Collected data:

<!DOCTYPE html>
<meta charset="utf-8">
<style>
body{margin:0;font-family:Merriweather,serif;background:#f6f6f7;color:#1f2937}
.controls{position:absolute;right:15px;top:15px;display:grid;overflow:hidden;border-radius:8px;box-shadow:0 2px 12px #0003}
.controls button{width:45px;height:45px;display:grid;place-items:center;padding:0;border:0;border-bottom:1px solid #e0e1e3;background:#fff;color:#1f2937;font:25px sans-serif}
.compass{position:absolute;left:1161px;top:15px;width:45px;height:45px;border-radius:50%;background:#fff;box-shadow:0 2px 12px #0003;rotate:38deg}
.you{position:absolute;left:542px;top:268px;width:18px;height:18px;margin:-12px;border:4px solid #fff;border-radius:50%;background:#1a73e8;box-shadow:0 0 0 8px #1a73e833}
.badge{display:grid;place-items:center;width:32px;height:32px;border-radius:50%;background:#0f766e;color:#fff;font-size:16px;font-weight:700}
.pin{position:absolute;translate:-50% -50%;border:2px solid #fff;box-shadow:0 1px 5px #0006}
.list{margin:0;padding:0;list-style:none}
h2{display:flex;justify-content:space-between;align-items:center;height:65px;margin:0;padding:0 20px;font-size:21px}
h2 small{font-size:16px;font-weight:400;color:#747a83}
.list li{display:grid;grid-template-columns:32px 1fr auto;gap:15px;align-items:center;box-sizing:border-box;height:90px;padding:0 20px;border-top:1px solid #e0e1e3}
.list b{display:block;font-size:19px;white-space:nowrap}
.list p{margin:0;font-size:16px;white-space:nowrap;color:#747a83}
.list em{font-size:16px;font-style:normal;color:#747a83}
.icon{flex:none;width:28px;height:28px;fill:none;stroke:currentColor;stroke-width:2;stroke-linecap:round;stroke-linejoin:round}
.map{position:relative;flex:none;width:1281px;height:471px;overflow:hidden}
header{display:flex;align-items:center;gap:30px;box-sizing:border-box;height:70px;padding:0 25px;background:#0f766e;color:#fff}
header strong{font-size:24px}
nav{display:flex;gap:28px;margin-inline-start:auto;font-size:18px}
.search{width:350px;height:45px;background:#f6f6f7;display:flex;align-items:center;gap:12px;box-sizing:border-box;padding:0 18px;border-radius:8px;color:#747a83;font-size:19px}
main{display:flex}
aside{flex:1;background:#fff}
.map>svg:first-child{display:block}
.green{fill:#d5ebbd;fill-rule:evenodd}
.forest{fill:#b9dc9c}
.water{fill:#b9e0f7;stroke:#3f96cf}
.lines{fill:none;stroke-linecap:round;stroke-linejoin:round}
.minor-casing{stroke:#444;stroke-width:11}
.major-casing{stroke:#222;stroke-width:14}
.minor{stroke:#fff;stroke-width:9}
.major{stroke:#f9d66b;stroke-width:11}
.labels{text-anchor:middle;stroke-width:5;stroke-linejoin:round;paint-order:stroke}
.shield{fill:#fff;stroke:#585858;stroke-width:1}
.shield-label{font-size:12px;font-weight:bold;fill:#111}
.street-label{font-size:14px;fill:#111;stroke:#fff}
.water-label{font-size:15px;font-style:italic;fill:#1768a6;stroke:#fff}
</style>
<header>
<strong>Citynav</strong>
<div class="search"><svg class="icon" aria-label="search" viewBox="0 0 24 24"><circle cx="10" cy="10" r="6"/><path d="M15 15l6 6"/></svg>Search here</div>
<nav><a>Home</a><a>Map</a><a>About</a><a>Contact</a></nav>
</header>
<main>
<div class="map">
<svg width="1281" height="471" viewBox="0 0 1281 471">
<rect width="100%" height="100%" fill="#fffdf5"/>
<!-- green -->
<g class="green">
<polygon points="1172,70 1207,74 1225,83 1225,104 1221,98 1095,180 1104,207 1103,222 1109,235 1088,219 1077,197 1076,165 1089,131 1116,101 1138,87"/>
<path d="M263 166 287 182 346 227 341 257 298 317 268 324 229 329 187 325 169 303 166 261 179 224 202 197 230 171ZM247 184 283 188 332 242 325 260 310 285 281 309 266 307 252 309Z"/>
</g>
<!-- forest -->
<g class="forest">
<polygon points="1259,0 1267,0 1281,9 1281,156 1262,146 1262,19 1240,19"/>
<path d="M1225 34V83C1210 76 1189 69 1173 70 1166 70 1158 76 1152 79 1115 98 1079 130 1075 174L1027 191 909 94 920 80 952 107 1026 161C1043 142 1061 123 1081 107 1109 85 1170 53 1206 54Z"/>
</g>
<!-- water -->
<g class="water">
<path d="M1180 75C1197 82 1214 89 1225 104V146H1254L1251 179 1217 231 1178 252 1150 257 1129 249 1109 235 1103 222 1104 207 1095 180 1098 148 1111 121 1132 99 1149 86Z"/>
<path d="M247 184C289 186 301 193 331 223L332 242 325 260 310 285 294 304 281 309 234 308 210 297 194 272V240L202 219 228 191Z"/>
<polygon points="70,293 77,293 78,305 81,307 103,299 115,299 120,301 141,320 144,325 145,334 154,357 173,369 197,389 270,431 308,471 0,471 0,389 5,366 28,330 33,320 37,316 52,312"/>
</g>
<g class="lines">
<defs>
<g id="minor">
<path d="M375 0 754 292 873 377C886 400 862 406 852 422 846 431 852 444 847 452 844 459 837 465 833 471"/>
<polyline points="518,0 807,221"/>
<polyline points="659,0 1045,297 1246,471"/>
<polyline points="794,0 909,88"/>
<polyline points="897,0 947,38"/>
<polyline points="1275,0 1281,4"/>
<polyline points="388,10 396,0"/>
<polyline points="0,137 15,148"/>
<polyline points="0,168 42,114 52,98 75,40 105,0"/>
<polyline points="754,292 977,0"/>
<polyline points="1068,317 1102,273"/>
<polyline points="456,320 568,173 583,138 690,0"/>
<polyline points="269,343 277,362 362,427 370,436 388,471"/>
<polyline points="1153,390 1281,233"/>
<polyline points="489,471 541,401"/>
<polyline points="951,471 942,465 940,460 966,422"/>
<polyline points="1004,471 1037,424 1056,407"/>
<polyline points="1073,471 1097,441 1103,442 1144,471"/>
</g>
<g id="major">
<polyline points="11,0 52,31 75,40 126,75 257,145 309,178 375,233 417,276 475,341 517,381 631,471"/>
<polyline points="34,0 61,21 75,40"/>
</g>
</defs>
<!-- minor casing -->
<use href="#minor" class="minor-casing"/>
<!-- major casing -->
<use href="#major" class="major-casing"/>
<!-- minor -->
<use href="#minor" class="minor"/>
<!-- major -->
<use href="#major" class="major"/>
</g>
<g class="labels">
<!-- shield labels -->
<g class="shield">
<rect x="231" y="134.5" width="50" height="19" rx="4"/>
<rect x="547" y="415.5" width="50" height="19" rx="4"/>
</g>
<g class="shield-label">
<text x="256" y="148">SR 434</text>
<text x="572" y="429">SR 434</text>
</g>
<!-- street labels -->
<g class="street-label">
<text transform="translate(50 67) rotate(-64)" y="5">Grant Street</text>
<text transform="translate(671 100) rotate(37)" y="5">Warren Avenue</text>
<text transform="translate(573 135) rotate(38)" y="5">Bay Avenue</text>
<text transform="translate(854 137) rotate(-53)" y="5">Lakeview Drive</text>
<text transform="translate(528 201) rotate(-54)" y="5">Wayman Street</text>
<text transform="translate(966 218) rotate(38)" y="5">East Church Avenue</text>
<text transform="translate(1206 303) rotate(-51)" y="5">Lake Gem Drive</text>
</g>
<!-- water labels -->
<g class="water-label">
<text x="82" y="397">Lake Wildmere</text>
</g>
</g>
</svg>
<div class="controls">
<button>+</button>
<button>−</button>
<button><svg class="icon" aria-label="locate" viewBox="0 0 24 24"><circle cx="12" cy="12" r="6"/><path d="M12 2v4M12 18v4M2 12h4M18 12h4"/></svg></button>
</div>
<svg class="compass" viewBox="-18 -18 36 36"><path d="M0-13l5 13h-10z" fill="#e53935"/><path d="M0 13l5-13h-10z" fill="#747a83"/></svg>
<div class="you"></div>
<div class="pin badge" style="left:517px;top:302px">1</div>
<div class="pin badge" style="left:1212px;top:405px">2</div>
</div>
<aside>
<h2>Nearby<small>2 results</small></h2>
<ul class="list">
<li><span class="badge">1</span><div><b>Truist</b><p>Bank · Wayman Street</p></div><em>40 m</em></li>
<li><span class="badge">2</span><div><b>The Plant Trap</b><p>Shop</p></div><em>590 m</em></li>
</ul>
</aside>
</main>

What you have to do:
Find the word "shadow" in the entries, and copy every line it shows up in.

Response to this task:
.controls{position:absolute;right:15px;top:15px;display:grid;overflow:hidden;border-radius:8px;box-shadow:0 2px 12px #0003}
.compass{position:absolute;left:1161px;top:15px;width:45px;height:45px;border-radius:50%;background:#fff;box-shadow:0 2px 12px #0003;rotate:38deg}
.you{position:absolute;left:542px;top:268px;width:18px;height:18px;margin:-12px;border:4px solid #fff;border-radius:50%;background:#1a73e8;box-shadow:0 0 0 8px #1a73e833}
.pin{position:absolute;translate:-50% -50%;border:2px solid #fff;box-shadow:0 1px 5px #0006}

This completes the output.